Isso me lembra que a palavra usada para designar a peça que protegia as coxas é coxote, do Francês cuissot, que vem de cuisse, “coxa”, que era coxa no Latim. Em Catalão, essa peça se chamava cuixot, passando a quijote em Espanhol.

– Ué, Vô, esse não é o nome do…?

– Exatamente: Dom Quixote, “El Caballero de la Triste Figura”, da obra de Cervantes.

– Não entendi essa confusão do nome dele com uma peça de armadura.

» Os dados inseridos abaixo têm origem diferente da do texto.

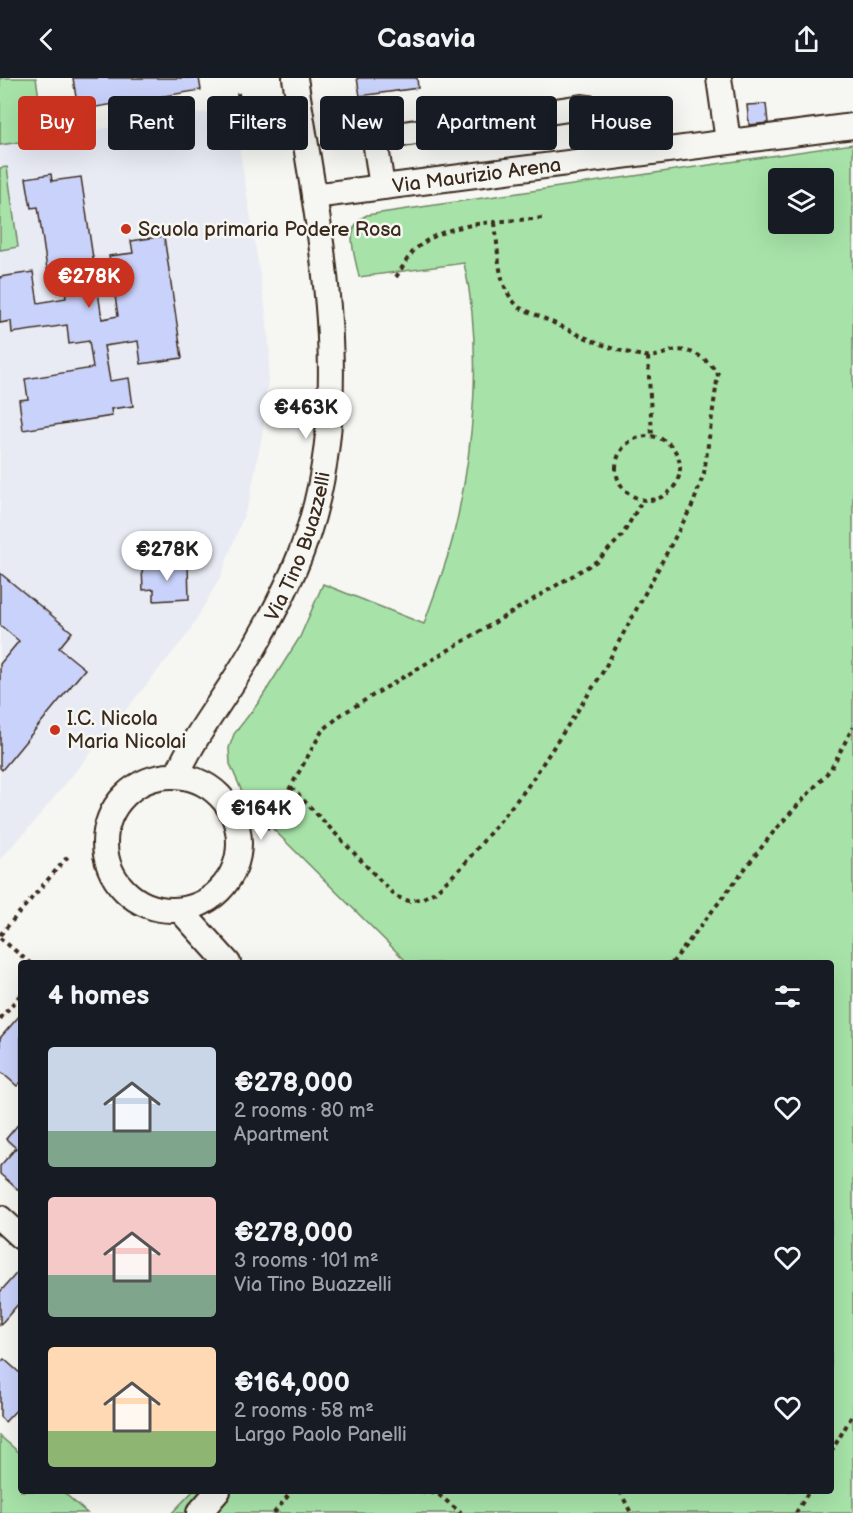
<!DOCTYPE html>
<html lang="en">
<head>
<meta charset="utf-8">
<style>
  body { margin:0; font-family:"Balsamiq Sans",sans-serif; background:#20242c; color:#f1f3f6; height:100vh; display:flex; flex-direction:column; font-size:22px; white-space:nowrap }
  * { box-sizing:border-box; margin:0 }
  p { font-size:20px; color:#9ea1a6 }
  .icon { flex:none; width:33px; height:33px; fill:none; stroke:currentColor; stroke-width:2; stroke-linecap:round; stroke-linejoin:round }
  .map { position:relative; flex:1; overflow:hidden }
  .details { position:absolute; left:18px; top:882px; width:816px; height:534px; display:flex; flex-direction:column; background:#171b24; border-radius:6px; box-shadow:0 6px 24px #0002 }
  .details>* { flex:none }
  .banner { position:absolute; left:18px; top:18px; width:818px; height:54px; display:flex; gap:12px }
  .tools { position:absolute; left:768px; top:90px; display:grid; gap:12px }
  .tools a { display:grid; place-items:center; width:66px; height:66px; border-radius:6px; background:#171b24; box-shadow:0 6px 24px #0002; font-size:30px }
  .price { position:absolute; translate:-50% -51px; padding:0 14px; border-radius:21px; background:#fff; color:#222; font-size:20px; line-height:39px; filter:drop-shadow(0 2px 3px #0008) }
  .price::after { content:''; position:absolute; left:50%; top:36px; width:18px; height:14px; margin-left:-9px; background:inherit; clip-path:polygon(0 0,100% 0,50% 100%) }
  .price.selected { background:#c8321e; color:#fff }
  ul { padding:0; list-style:none }
  li { display:flex; align-items:center; gap:18px; height:150px; padding:0 30px }
  li span { display:grid; place-items:center; flex:none; width:168px; height:120px; border-radius:6px; color:#555 }
  li>.icon { margin-inline-start:auto }
  span .icon { width:72px; height:72px; fill:#fffc; stroke-width:1 }
  li b { font-size:26px }
  h2 { display:flex; justify-content:space-between; align-items:center; height:72px; padding:0 30px; font-size:26px }
  .pill { padding:0 21px; border-radius:6px; background:#171b24; box-shadow:0 6px 24px #0002; font-size:21px; line-height:54px }
  .pill.selected { background:#c8321e; color:#fff }
  header { display:flex; justify-content:space-between; align-items:center; height:78px; padding:0 30px; background:#171b24; font-size:27px; font-weight:700 }
  .map>svg:first-child { display:block }
  .built { fill:#e8ebf4 }
  .green { fill:#a7e3a9; stroke:#718664; stroke-width:1.5; fill-rule:evenodd }
  .building { fill:#c9d2fa; stroke:#3b2a1e; stroke-width:1.5 }
  .lines { fill:none; stroke-linecap:round; stroke-linejoin:round }
  .minor-casing { stroke:#3b2a1e; stroke-width:28 }
  .path { stroke:#3b2a1e; stroke-width:4; stroke-dasharray:4.5 4.5; stroke-linecap:butt }
  .minor { stroke:#f6f6f2; stroke-width:24 }
  .poi-dot { fill:#c8321e; stroke:#f6f6f2; stroke-width:2 }
  .labels { text-anchor:middle; stroke-width:5; stroke-linejoin:round; paint-order:stroke }
  .street-label { font-size:20px; fill:#3b2a1e; stroke:#f6f6f2 }
  .poi-label { font-size:20px; fill:#3b2a1e; stroke:#f6f6f2; text-anchor:start }
</style>
</head>
<body>
<header><svg class="icon" aria-label="back" viewBox="0 0 24 24"><path d="M15 5l-7 7 7 7"/></svg>Casavia<svg class="icon" aria-label="share" viewBox="0 0 24 24"><path d="M12 15V3M7 8l5-5 5 5M5 13v7h14v-7"/></svg></header>
<div class="map">
<svg width="853" height="1435" viewBox="0 0 853 1435">
  <rect width="100%" height="100%" fill="#f6f6f2"/>
  <filter id="ink" filterUnits="userSpaceOnUse"><feTurbulence type="fractalNoise" baseFrequency=".0167" numOctaves="2"/><feDisplacementMap in="SourceGraphic" scale="12" xChannelSelector="R" yChannelSelector="G"/><feConvolveMatrix kernelMatrix="1 2 1 2 8 2 1 2 1" color-interpolation-filters="sRGB"/></filter>
  <g filter="url(#ink)">
    <path class="built" d="M233 30 266 234 270 277 263 352 249 424 220 500 187 557 31 748 0 781V67Z"/>
    <path class="green" d="M0 0H36L45 60 0 67Z
      M853 66V1435H172L193 1413H831V885H408L269 747 244 718 230 686 229 670 234 656 259 624 300 559 323 506 424 546C434 516 447 486 454 455 474 372 483 268 464 185L359 199C355 176 342 149 367 137ZM778 100H824V146H778Z
      M7 89 18 169 0 172V90Z
      M0 1358 21 1376V1413H62L87 1435H0Z"/>
    <path class="building" d="M73 0H199L201 12 78 32Z
      M357 0H417L418 10 360 18Z
      M766 26 768 45 749 47 747 27Z
      M51 96 52 103 81 99 102 241 118 238 109 178 133 175 131 163 164 158 182 280 141 286 138 263 104 268 110 303 129 300 133 328 111 331 112 338 23 352 19 322 28 321 25 301 93 290 89 263 69 266 67 247 12 255 11 243 0 245V199L33 194 38 225 66 220 62 189 47 191 38 129 31 130 26 100Z
      M188 486 189 521 154 523V511L143 512 142 489Z
      M0 495 72 554 59 570 85 591 2 692 0 690V586L19 563 0 547Z
      M21 936V1004L17 1008 0 993V960Z
      M21 1043V1114L0 1096V1088L16 1070 6 1061Z
      M21 1190V1223L0 1247V1214Z
      M4 1281 21 1296V1327L5 1344 0 1339V1285Z"/>
    <g class="lines">
      <defs>
        <g id="minor">
          <path d="M719 0 728 63"/>
          <path d="M382 109 376 69 383 59 582 29 589 30 595 40 602 80"/>
          <path id="s1" d="M314 118 853 48"/>
          <path id="s2" d="M177 697C193 660 217 630 238 596 259 563 278 528 294 492 362 336 320 161 295 0"/>
          <circle cx="172" cy="765" r="67"/>
          <path d="M180 832 228 885"/>
          <path d="M0 1140 21 1159"/>
          <path d="M199 1435 218 1413"/>
        </g>
      </defs>
      <use href="#minor" class="minor-casing"/>
      <path class="path" d="M238 15 240 30
        M396 199C403 189 409 176 418 169 449 142 505 144 543 140
        M648 279 652 358
        M616 390a32 32 0 1 1 64 0a32 32 0 1 1-64 0Z
        M291 709 395 818 409 823 423 820 435 814 461 790 526 711 601 597 693 426 704 395 718 296C707 281 692 269 671 273 663 276 654 280 645 278 602 272 560 246 520 230 496 210 499 175 495 145
        M267 751 322 653 342 636 597 483 622 458 643 421
        M0 857 70 776
        M0 860 30 885
        M672 885 775 752 831 691 853 649
        M0 941 21 916
        M831 1374 853 1336
        M421 1413 438 1416 461 1435
        M620 1413 631 1435
        M274 1435 292 1413
        M796 1435 809 1413"/>
      <use href="#minor" class="minor"/>
    </g>
  </g>
  <g class="poi-dot">
    <circle cx="126" cy="151" r="6"/>
    <circle cx="55" cy="652" r="6"/>
  </g>
  <g class="labels">
    <g class="street-label">
      <text dy="7" stroke="none"><textPath href="#s1" startOffset="164">Via Maurizio Arena</textPath></text>
      <text dy="7" stroke="none"><textPath href="#s2" startOffset="260">Via Tino Buazzelli</textPath></text>
    </g>
    <g class="poi-label">
      <text x="138" y="158">Scuola primaria Podere Rosa</text>
      <text x="67" y="647">I.C. Nicola<tspan x="67" dy="23">Maria Nicolai</tspan></text>
    </g>
  </g>
</svg>
<div class="tools">
<a><svg class="icon" aria-label="layers" viewBox="0 0 24 24"><path d="M12 4l9 5-9 5-9-5zM3 14l9 5 9-5"/></svg></a>
</div>
<b class="price selected" style="left:89px;top:231px">€278K</b>
<b class="price" style="left:306px;top:362px">€463K</b>
<b class="price" style="left:167px;top:504px">€278K</b>
<b class="price" style="left:261px;top:763px">€164K</b>
<div class="banner">
<a class="pill selected">Buy</a>
<a class="pill">Rent</a>
<a class="pill">Filters</a>
<a class="pill">New</a>
<a class="pill">Apartment</a>
<a class="pill">House</a>
</div>
<section class="details">
<h2>4 homes<svg class="icon" aria-label="filters" viewBox="0 0 24 24"><path d="M4 7h16M4 17h16"/><circle cx="9" cy="7" r="2"/><circle cx="15" cy="17" r="2"/></svg></h2>
<ul>
<li><span style="background:linear-gradient(#c9d6e8 70%,#7fa58c 0)"><svg class="icon" aria-label="home" viewBox="0 0 24 24"><path d="M3 11l9-7 9 7M6 9v11h12V9"/></svg></span><div><b>€278,000</b><p>2 rooms · 80 m²</p><p>Apartment</p></div><svg class="icon" aria-label="heart" viewBox="0 0 24 24"><path d="M12 20l-8-8c-3-5 5-10 8-4 3-6 11-1 8 4z"/></svg></li>
<li><span style="background:linear-gradient(#f6c9c9 65%,#7fa58c 0)"><svg class="icon" aria-label="home" viewBox="0 0 24 24"><path d="M3 11l9-7 9 7M6 9v11h12V9"/></svg></span><div><b>€278,000</b><p>3 rooms · 101 m²</p><p>Via Tino Buazzelli</p></div><svg class="icon" aria-label="heart" viewBox="0 0 24 24"><path d="M12 20l-8-8c-3-5 5-10 8-4 3-6 11-1 8 4z"/></svg></li>
<li><span style="background:linear-gradient(#ffd9b3 70%,#8fb573 0)"><svg class="icon" aria-label="home" viewBox="0 0 24 24"><path d="M3 11l9-7 9 7M6 9v11h12V9"/></svg></span><div><b>€164,000</b><p>2 rooms · 58 m²</p><p>Largo Paolo Panelli</p></div><svg class="icon" aria-label="heart" viewBox="0 0 24 24"><path d="M12 20l-8-8c-3-5 5-10 8-4 3-6 11-1 8 4z"/></svg></li>
</ul>
</section>
</div>
</body>
</html>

– O nome dele na história era Alonso Quijano. Por semelhança com o sobrenome, ele teria escolhido como nome de guerra a palavra que designava essa peça. Em Espanhol da época, escrevia-se Quixote, com “X”, e se pronunciava com o som do nosso “CH”.

– Puxa, Vô, como a gente aprende coisas quando se põe a estudar as origens das palavras!

– É isso mesmo, rapaz. Mas a gente tem que estudar direitinho, para não acabar inventando origens, assim como você estava querendo inventar armas. Da próxima vez a gente fala mais. Até logo.